You're realming into 
@ZenOps
 territory with this start except no link behind a paywall.

----------


## killramos

You know club house packets are delicious right?

----------


## G-ZUS

White bag from costco

----------


## Twin_Cam_Turbo

Some gravies are better than others but I’ll never turn down gravy.

----------


## ExtraSlow

> You know club house packets are delicious right?



I accept all forms of gravy, even those "from a packet" kind. I too shall never turn down a gravy.

----------


## BavarianBeast

Just add flour, water and triple boil it in your meat juices

----------


## SJW

> You know club house packets are delicious right?



This is how we roll at my house. Who has time to make real gravy?

----------


## DonJuan

I understand gravy in most situations. For turkey gravy << cranberry sauce

----------


## ExtraSlow

> I understand gravy in most situations. For turkey gravy << cranberry sauce



What kind of weirdo would choose between those options? Jesus what a sad life.

----------


## G-ZUS

what all do you guys put gravy on?

----------


## DonJuan

> What kind of weirdo would choose between those options? Jesus what a sad life.

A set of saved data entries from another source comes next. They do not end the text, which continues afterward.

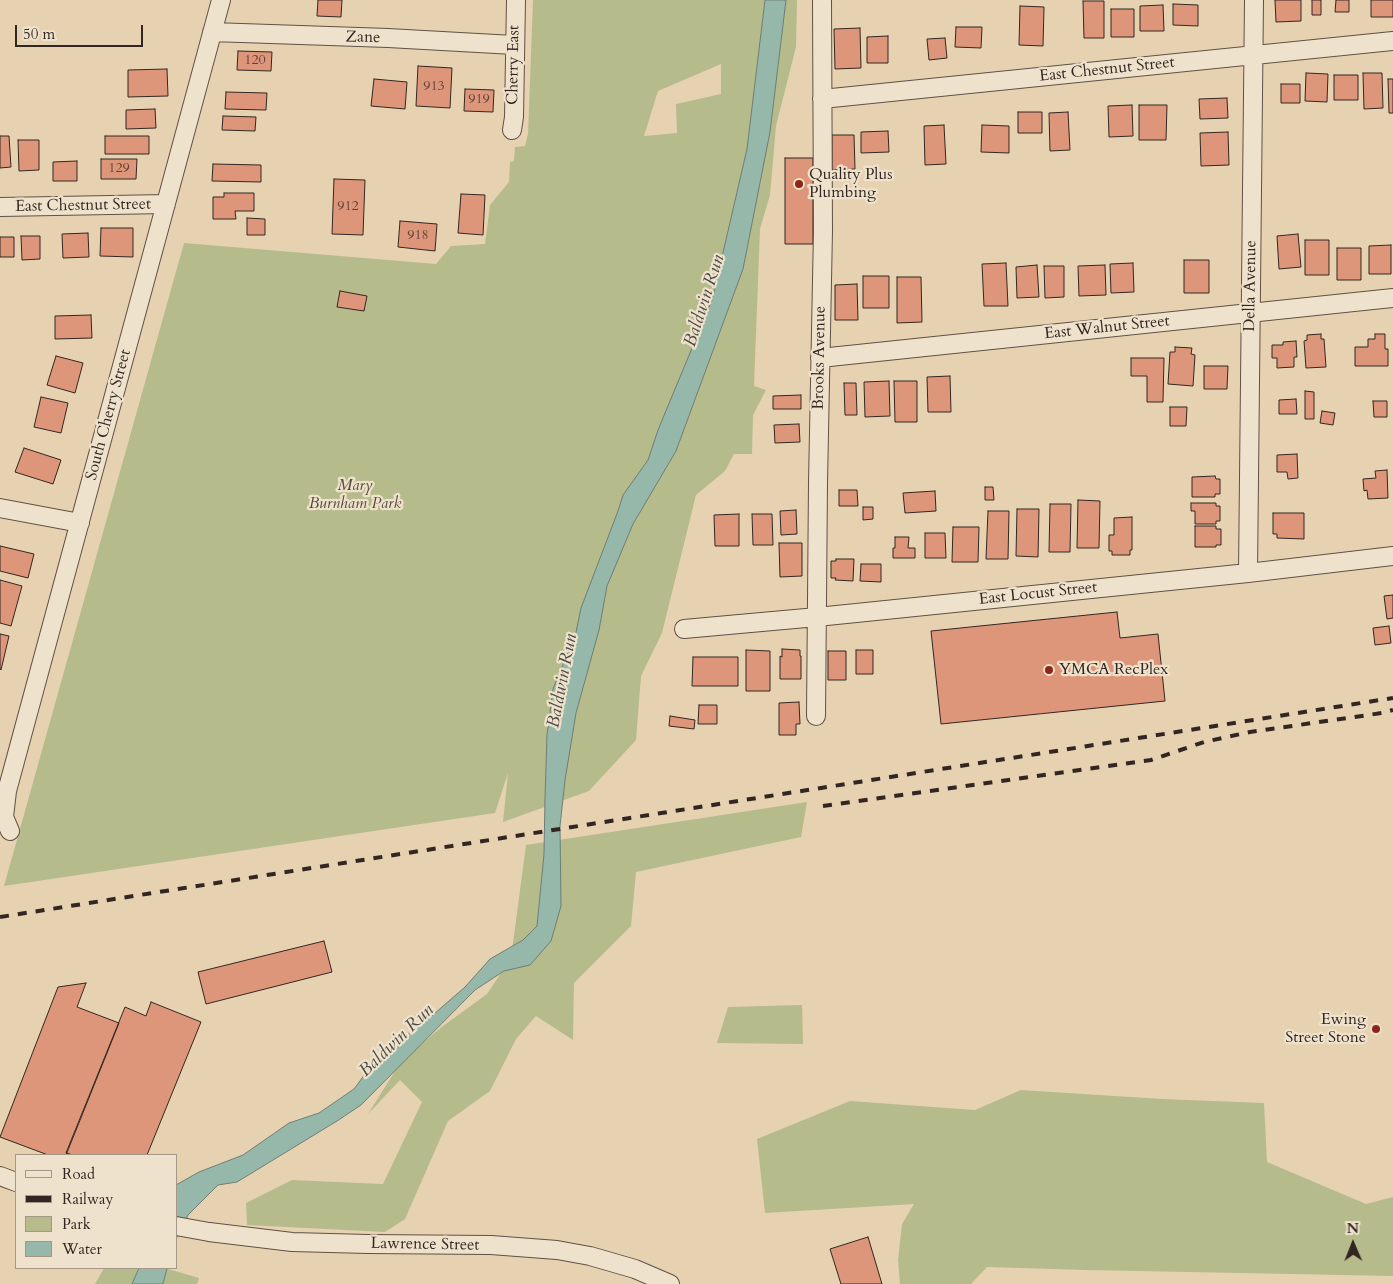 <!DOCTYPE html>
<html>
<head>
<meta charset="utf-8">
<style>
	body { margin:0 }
	#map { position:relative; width:1393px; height:1284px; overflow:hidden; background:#e6d2b1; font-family:Cardo,serif }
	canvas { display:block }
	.legend { position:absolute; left:15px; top:1154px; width:162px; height:115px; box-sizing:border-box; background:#efe2cc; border:1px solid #a49788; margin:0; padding:6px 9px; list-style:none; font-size:15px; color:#332622 }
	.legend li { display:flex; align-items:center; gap:10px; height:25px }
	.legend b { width:25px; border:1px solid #a49788 }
	.north { position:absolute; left:1328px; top:1219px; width:50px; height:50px; -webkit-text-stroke:4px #efe2cc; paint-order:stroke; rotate:359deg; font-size:14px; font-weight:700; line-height:20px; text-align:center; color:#332622 }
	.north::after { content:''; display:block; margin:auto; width:18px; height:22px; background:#332622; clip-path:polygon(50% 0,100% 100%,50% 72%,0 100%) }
	.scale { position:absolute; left:15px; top:25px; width:128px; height:22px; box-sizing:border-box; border:2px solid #332622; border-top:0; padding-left:6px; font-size:15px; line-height:18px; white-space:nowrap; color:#332622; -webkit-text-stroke:4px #efe2cc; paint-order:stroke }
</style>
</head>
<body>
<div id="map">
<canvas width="1393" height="1284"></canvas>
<ul class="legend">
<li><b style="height:6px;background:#efe2cc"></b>Road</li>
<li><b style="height:6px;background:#332622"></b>Railway</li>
<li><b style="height:14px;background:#b6bb8b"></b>Park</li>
<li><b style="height:14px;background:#96b8aa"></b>Water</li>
</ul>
<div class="north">N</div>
<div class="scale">50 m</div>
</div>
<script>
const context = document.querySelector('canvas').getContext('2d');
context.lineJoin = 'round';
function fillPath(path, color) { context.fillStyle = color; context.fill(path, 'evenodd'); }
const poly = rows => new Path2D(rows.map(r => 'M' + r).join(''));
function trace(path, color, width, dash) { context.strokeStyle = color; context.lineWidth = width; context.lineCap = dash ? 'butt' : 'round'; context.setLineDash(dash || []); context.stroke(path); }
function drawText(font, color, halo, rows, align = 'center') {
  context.font = font + ' Cardo,serif'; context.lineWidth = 4.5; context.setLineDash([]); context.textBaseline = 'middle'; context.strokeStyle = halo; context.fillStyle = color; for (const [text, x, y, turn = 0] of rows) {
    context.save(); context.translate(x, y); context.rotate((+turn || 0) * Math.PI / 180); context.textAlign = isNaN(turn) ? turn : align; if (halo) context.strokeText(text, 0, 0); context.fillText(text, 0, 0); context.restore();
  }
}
const green = poly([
	[533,0,797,0,796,47,776,126,770,195,760,229,754,386,766,390,753,415,752,454,734,454,725,471,696,495,662,633,641,676,636,740,589,791,503,822,508,773,495,813,4,886,184,243,436,264,451,246,485,244,490,205,509,182,510,162,514,161,515,147,525,146,528,134],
	[721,64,721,94,676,104,677,133,644,136,658,91],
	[807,802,801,837,636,872,631,926,574,983,573,1040,536,1016,516,1039,490,1091,448,1121,405,1219,385,1232,247,1225,246,1203,292,1180,383,1184,422,1102,400,1080,368,1114,402,1060,443,1026,487,994,511,958,526,845],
	[802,1005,803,1044,717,1043,728,1007],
	[1021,1090,1162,1099,1264,1103,1267,1162,1366,1204,1393,1197,1393,1276,1086,1270,987,1267,971,1284,900,1284,898,1260,902,1224,914,1204,765,1213,757,1139,850,1101,975,1110],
	[104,1268,165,1268,199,1278,197,1284,95,1284]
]);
const water = poly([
	[765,0,786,0,770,132,743,269,676,451,633,524,607,586,599,630,576,713,565,780,560,826,561,906,551,941,530,965,504,971,475,990,361,1105,337,1121,237,1182,218,1185,188,1215,176,1239,176,1185,199,1172,243,1155,289,1123,319,1113,354,1089,377,1058,434,1014,465,987,490,959,523,940,537,926,544,854,545,798,547,735,553,689,576,632,581,608,618,511,623,495,648,460,658,430,712,300,747,149,765,0],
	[139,1268,167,1268,163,1284,132,1284,139,1268]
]);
const building = poly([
	[318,0,342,0,341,17,317,16,318,0],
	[1275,0,1301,0,1301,21,1276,22,1275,0],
	[1312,0,1321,0,1321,15,1312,15,1312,0],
	[1336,0,1349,0,1349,12,1335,12,1336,0],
	[1371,0,1393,0,1393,17,1371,17,1371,0],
	[1083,1,1104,1,1104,38,1084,38,1083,1],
	[1173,4,1198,5,1198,26,1173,25,1173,4],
	[1163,5,1164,31,1140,31,1140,6,1163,5],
	[1020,6,1044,7,1043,46,1019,45,1020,6],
	[1111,9,1134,9,1134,37,1111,37,1111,9],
	[956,27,982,27,981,48,955,47,956,27],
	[860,28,861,68,835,69,834,29,860,28],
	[888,36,888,63,867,63,867,37,888,36],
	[945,38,947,58,929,60,927,39,945,38],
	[238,51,272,52,271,71,237,70,238,51],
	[418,66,452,68,450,108,416,106,418,66],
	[167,69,168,96,128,97,128,70,167,69],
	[1306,73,1328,74,1327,102,1305,101,1306,73],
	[1363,73,1382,73,1383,108,1364,109,1363,73],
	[1334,75,1358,75,1358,100,1334,100,1334,75],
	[374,79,407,82,405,109,371,106,374,79],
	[1388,79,1393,79,1393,113,1389,113,1388,79],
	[1281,84,1300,84,1300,103,1281,103,1281,84],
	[465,89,494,90,493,112,464,111,465,89],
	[226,92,267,93,266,110,225,109,226,92],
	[1227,98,1228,118,1200,119,1199,99,1227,98],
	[1132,105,1133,136,1109,137,1108,106,1132,105],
	[1139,105,1167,105,1166,140,1139,140,1139,105],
	[155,109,156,128,126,129,126,110,155,109],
	[1018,112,1042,112,1042,133,1018,133,1018,112],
	[1068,112,1070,150,1050,151,1049,113,1068,112],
	[223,116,256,117,255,131,222,130,223,116],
	[944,125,946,164,925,165,924,126,944,125],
	[982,125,1009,126,1009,153,981,152,982,125],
	[888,131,889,152,861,153,861,132,888,131],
	[1228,132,1229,165,1201,166,1200,133,1228,132],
	[832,135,854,135,855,169,832,170,832,135],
	[0,136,9,136,11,167,0,168,0,136],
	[105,136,149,136,149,154,105,154,105,136],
	[18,140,39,140,39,170,19,171,18,140],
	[785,158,813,158,813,244,785,244,785,158],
	[101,159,137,159,136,179,101,179,101,159],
	[77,161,77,181,53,181,53,162,77,161],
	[213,164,261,165,261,182,212,181,213,164],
	[334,179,365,180,363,235,332,234,334,179],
	[224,193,254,193,254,211,235,211,236,219,213,219,213,197,224,197,224,193],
	[461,194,485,195,483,235,458,233,461,194],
	[247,218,265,219,265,235,247,235,247,218],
	[400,221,437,224,435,251,398,247,400,221],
	[101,228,133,228,133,257,100,256,101,228],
	[88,233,89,257,63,258,62,234,88,233],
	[1298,234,1301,267,1279,269,1277,236,1298,234],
	[21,236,40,236,40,259,22,260,21,236],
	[0,237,14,237,14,257,0,257,0,237],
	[1305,240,1329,240,1329,275,1305,275,1305,240],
	[1391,245,1391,274,1369,274,1369,246,1391,245],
	[1337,248,1361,248,1361,280,1337,280,1337,248],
	[1184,260,1209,260,1209,293,1184,293,1184,260],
	[1006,263,1008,306,984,306,982,264,1006,263],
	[1133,263,1134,292,1111,293,1110,264,1133,263],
	[1037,265,1039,297,1017,298,1016,267,1037,265],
	[1105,265,1106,295,1079,296,1078,266,1105,265],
	[1044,266,1064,266,1064,297,1045,298,1044,266],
	[863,276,889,276,889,308,863,308,863,276],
	[897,277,921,277,922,322,897,323,897,277],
	[857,284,858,320,835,320,835,285,857,284],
	[340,291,367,296,364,311,337,307,340,291],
	[91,315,92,338,55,339,55,316,91,315],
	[1321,334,1321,339,1324,339,1326,367,1306,368,1304,341,1307,340,1307,335,1321,334],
	[1375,334,1385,334,1385,349,1388,349,1388,366,1355,366,1355,347,1368,347,1368,339,1375,339,1375,334],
	[1296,341,1297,357,1294,357,1294,367,1277,368,1277,358,1272,358,1272,345,1283,345,1283,342,1296,341],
	[1175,347,1192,348,1191,354,1195,355,1193,386,1168,384,1170,352,1175,352,1175,347],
	[56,356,83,363,75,393,47,385,56,356],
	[1131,358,1164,358,1163,402,1147,402,1147,376,1131,376,1131,358],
	[1204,366,1228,366,1227,389,1204,389,1204,366],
	[950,376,951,412,928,412,927,377,950,376],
	[889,381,890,416,865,417,864,382,889,381],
	[894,381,917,381,917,422,895,422,894,381],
	[844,383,856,383,857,415,845,415,844,383],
	[1305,391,1314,392,1314,419,1305,419,1305,391],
	[801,395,801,409,773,409,773,396,801,395],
	[41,397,68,403,61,433,34,427,41,397],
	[1296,399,1297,414,1279,414,1279,400,1296,399],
	[1373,401,1387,401,1387,417,1374,417,1373,401],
	[1170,407,1187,407,1186,426,1170,426,1170,407],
	[1322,411,1335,413,1333,425,1320,423,1322,411],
	[799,424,800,442,775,443,774,425,799,424],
	[24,448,61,460,53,484,15,472,24,448],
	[1297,454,1298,478,1288,479,1287,472,1277,472,1277,455,1297,454],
	[1387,470,1388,498,1368,499,1367,490,1364,491,1363,479,1376,478,1375,471,1387,470],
	[1215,476,1216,479,1220,479,1220,494,1215,494,1215,497,1192,497,1192,477,1215,476],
	[985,487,993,487,994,500,985,500,985,487],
	[839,490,857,490,858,506,839,506,839,490],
	[935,491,936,511,905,513,903,493,935,491],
	[1078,500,1100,501,1099,548,1077,548,1078,500],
	[1191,503,1216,503,1216,506,1220,506,1220,521,1216,521,1216,524,1195,524,1195,511,1191,511,1191,503],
	[1050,504,1071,504,1070,552,1049,552,1050,504],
	[863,507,873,507,873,519,863,520,863,507],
	[1017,509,1039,509,1038,557,1016,556,1017,509],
	[796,510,797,534,781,535,780,511,796,510],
	[988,511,1009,511,1008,559,986,559,988,511],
	[1273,513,1304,513,1304,539,1277,538,1277,534,1273,534,1273,513],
	[739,514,739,546,715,546,714,515,739,514],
	[752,514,772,514,773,545,753,545,752,514],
	[1132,517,1132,550,1130,550,1130,555,1112,555,1112,551,1109,551,1109,535,1114,535,1114,518,1132,517],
	[1195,526,1216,526,1216,529,1221,529,1221,545,1216,545,1216,547,1195,547,1195,526],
	[953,527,979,527,978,562,952,562,953,527],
	[925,533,945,533,946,558,925,558,925,533],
	[895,537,909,537,908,548,915,548,915,558,893,558,893,548,895,548,895,537],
	[779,543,802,543,802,576,780,577,779,543],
	[0,546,34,554,28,578,0,571,0,546],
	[836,559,854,559,853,581,835,580,836,578,831,578,831,561,836,561,836,559],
	[861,564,881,564,881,582,860,581,861,564],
	[0,580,22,586,11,626,0,623,0,580],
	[1393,595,1393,618,1387,619,1384,596,1393,595],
	[1117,612,1120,638,1158,634,1165,701,941,724,931,631,1117,612],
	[1389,626,1391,643,1375,645,1373,628,1389,626],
	[0,634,9,636,1,670,0,669,0,634],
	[782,649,800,650,800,656,801,656,801,679,780,679,780,656,782,657,782,649],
	[746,650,770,651,770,691,746,691,746,650],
	[856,650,873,650,873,674,856,674,856,650],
	[828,651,846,651,846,680,828,680,828,651],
	[693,657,738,657,738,686,692,686,693,657],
	[799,702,800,724,796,724,796,735,779,735,779,703,799,702],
	[699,705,717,705,717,724,698,724,699,705],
	[670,716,695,720,694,729,669,726,670,716],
	[324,941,332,972,206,1004,198,972,324,941],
	[86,983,77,1007,119,1023,66,1155,48,1155,0,1137,58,987,86,983],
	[151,1002,201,1022,147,1155,73,1155,66,1153,125,1007,146,1016,151,1002],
	[868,1237,882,1284,841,1284,830,1249,868,1237]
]);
const minor = poly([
	[212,32,388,38,514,45],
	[822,99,1393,41],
	[512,130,514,117,516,0],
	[0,207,166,204],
	[820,358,1393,298],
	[0,508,80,523],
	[1248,573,1254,0],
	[684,629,817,617,1248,573,1393,556],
	[816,716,818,483,823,230,822,0],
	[10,831,4,817,7,791,221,0],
	[0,1176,16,1182],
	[176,1226,209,1232,292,1242,368,1244,491,1245,557,1250,590,1256,635,1269,670,1284]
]);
const rail = poly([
	[823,806,1151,760,1204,742,1250,732,1382,713,1393,710],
	[0,917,1393,698]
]);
const markers = [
	[799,184,5,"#8f2418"],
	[1049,670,5,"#8f2418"],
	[1376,1029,5,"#8f2418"]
];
const numberNames = [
	["120",255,61],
	["913",434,87],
	["919",479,100],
	["129",119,169],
	["912",348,207],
	["918",418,236]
];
const streetNames = [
	["Zane",363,38,1],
	["Cherry East",514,65,-89],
	["East Chestnut Street",1107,70,-6],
	["East Chestnut Street",83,206,-1],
	["Della Avenue",1251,286,-89],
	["East Walnut Street",1107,328,-6],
	["Brooks Avenue",820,358,-89],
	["South Cherry Street",109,415,-75],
	["East Locust Street",1038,594,-6],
	["Lawrence Street",425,1245,1]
];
const poiNames = [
	["Quality Plus",809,175],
	["Plumbing",809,193],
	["YMCA RecPlex",1059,670],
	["Ewing",1366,1020,"right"],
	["Street Stone",1366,1038,"right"]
];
const parkNames = [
	["Mary",355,486],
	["Burnham Park",355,504]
];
const waterNames = [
	["Baldwin Run",705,301,-72],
	["Baldwin Run",563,681,-79],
	["Baldwin Run",397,1041,-44]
];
fillPath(green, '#b6bb8b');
fillPath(water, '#96b8aa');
trace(water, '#6e7e74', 1);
fillPath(building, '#dd9679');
trace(building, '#332622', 1);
trace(minor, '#605146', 20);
trace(minor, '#efe2cc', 18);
trace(rail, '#332622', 4, [9, 9]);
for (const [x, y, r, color] of markers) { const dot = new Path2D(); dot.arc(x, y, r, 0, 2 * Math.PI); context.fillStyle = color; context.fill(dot); trace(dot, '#efe2cc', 2); }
drawText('14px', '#5e4238', null, numberNames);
drawText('16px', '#332622', '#efe2cc', streetNames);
drawText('16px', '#332622', '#efe2cc', poiNames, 'left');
drawText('italic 16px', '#544b3c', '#efe2cc', parkNames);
drawText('italic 18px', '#4c4a44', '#efe2cc', waterNames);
</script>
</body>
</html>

Dahmer used to mix gravy and cranberry sauce... probably

----------


## ExtraSlow

I'm not saying you need to mix on each forkful, but having both on your plate is the correct path.

----------


## ercchry

A gravy bordering on an au jus is idea for the white meat, then you can still add your cranberries but cranberry chutney > sauce

----------


## killramos

> what all do you guys put gravy on?



Mashed Potatoes

- - - Updated - - -




> What kind of weirdo would choose between those options? Jesus what a sad life.



This

----------


## ExtraSlow

This.

----------


## CompletelyNumb

That

----------


## Swank

Kfc

----------


## SJW

Cranberry sauce can fuck right off. That sour bullshit has no place in my house.

There. I said it.

----------


## G-ZUS

> Cranberry sauce can fuck right off. That sour bullshit has no place in my house.
> 
> There. I said it.



+1

----------


## suntan

I don't mind cranberry sauce, but it has to be homemade. The canned stuff is heinous.

----------


## kenny

Too lazy to make gravy these days, instead we just buy Popeyes "gravy" for our mashed potatoes. 

When we did make gravy from scratch we would dump a packet of instant french onion soup mix into it.  :Drool:

----------


## killramos

I also like Kraft Stovetop stuffing for what it’s worth.

----------


## DonJuan

> I don't mind cranberry sauce, but it has to be homemade. The canned stuff is heinous.



People who plop canned cranberry gelatin in a bowl and serve it are the worst.

----------


## SJW

> People who plop canned cranberry gelatin in a bowl and serve it are the worst.



I don't care where it comes from. If someone brings it to my house there will be hands thrown.

----------


## DonJuan

Cranberry sauced turkey and throwin' hands seems to go well together too.

----------


## Ca_Silvia13

Had a poutine for lunch. Gravy was decent but the sleepy regret is setting in...

----------


## Swank

> Had a poutine for lunch. Gravy was decent but the sleepy regret is setting in...



Have a beer and enjoy the best sleep ever.

----------


## asp integra

Mushroom Gravy > all other gravy.

Now, if we're talking 'sauce', it's Chalet Sauce all day long

----------


## Kloubek

You know, I was thinking just last week: "We need another MEGA thread. What topic is worthy of such?"

And be damned if you didn't figure it out, ExtraSlow. Gravy. It's all about the gravy.

In an effort to participate, I'll just mention that my sister-in-law wanted to handle the gravy-making duties during a Thanksgiving many years ago. She essentially just took the oil runoff from the turkey, added some salt and pepper, and that was her "famous gravy". Essentially, it was just oil which was about as pleasant as it sounds. I mean, at least thicken it up for Christ's sake.

Gravy. It's serious business.

----------


## ExtraSlow

> You know, I was thinking just last week: "We need another MEGA thread. What topic is worthy of such?"
> 
> And be damned if you didn't figure it out, ExtraSlow. Gravy. It's all about the gravy.
> 
> Gravy. It's serious business.



I'm quoting this as a self-flex. Thanks 
@Kloubek
 bro!

----------